**TASK TO COMPLETE:** For each line below that holds "school", return the line as it stands.

┌────────

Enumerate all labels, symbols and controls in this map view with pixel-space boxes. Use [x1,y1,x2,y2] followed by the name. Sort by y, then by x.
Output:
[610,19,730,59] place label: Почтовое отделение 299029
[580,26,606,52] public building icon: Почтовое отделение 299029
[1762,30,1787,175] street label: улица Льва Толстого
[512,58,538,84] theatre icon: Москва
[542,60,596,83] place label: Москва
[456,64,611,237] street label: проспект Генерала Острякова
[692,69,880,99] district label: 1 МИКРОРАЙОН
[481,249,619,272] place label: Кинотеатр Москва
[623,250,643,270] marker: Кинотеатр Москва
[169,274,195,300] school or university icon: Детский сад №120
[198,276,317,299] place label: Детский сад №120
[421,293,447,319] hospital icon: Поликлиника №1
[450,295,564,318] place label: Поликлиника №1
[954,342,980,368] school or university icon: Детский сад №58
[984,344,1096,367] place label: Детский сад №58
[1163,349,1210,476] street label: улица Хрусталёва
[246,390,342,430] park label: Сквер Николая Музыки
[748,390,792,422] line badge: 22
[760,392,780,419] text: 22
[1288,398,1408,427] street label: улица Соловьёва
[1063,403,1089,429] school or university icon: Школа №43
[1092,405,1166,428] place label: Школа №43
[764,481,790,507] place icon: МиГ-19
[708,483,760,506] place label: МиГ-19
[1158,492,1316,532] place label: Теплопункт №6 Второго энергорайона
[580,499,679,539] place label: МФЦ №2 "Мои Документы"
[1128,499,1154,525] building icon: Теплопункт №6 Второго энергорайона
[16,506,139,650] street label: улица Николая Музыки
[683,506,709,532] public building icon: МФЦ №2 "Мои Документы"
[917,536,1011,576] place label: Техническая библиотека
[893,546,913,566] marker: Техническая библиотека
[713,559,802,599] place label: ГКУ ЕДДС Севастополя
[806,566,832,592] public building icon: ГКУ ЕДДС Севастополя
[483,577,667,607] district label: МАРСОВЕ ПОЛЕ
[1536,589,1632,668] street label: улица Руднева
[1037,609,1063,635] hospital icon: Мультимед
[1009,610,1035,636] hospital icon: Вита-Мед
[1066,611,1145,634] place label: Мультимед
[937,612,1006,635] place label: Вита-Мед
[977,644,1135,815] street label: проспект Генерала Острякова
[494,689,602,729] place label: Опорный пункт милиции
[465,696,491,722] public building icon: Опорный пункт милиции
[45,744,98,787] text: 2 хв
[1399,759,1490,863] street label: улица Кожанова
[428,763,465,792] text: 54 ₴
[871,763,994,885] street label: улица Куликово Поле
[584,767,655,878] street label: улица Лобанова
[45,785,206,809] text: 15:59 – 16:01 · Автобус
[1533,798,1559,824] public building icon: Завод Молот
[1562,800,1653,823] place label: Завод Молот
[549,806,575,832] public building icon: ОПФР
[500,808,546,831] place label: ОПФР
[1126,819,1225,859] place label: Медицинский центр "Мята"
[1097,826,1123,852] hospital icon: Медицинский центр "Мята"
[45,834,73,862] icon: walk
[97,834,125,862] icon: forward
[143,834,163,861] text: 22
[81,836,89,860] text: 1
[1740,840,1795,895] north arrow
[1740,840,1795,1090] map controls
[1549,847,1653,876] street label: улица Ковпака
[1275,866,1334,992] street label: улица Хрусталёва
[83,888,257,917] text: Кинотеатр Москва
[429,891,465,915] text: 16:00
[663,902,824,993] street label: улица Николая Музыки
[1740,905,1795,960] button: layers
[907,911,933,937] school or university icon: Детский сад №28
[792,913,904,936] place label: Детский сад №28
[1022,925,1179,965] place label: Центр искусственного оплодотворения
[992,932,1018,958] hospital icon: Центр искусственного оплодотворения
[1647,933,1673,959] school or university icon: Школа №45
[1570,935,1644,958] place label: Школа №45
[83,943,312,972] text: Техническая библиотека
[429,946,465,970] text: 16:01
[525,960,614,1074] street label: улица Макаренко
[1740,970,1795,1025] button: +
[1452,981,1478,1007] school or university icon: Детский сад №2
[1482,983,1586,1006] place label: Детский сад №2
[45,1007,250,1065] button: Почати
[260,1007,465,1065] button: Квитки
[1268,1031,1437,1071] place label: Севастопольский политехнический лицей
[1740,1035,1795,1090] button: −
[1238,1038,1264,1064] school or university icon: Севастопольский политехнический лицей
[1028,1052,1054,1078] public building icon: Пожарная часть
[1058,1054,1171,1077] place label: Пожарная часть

└────────

**RESPONSE FOR THIS EXERCISE:**
[169,274,195,300] school or university icon: Детский сад №120
[954,342,980,368] school or university icon: Детский сад №58
[1063,403,1089,429] school or university icon: Школа №43
[907,911,933,937] school or university icon: Детский сад №28
[1647,933,1673,959] school or university icon: Школа №45
[1452,981,1478,1007] school or university icon: Детский сад №2
[1238,1038,1264,1064] school or university icon: Севастопольский политехнический лицей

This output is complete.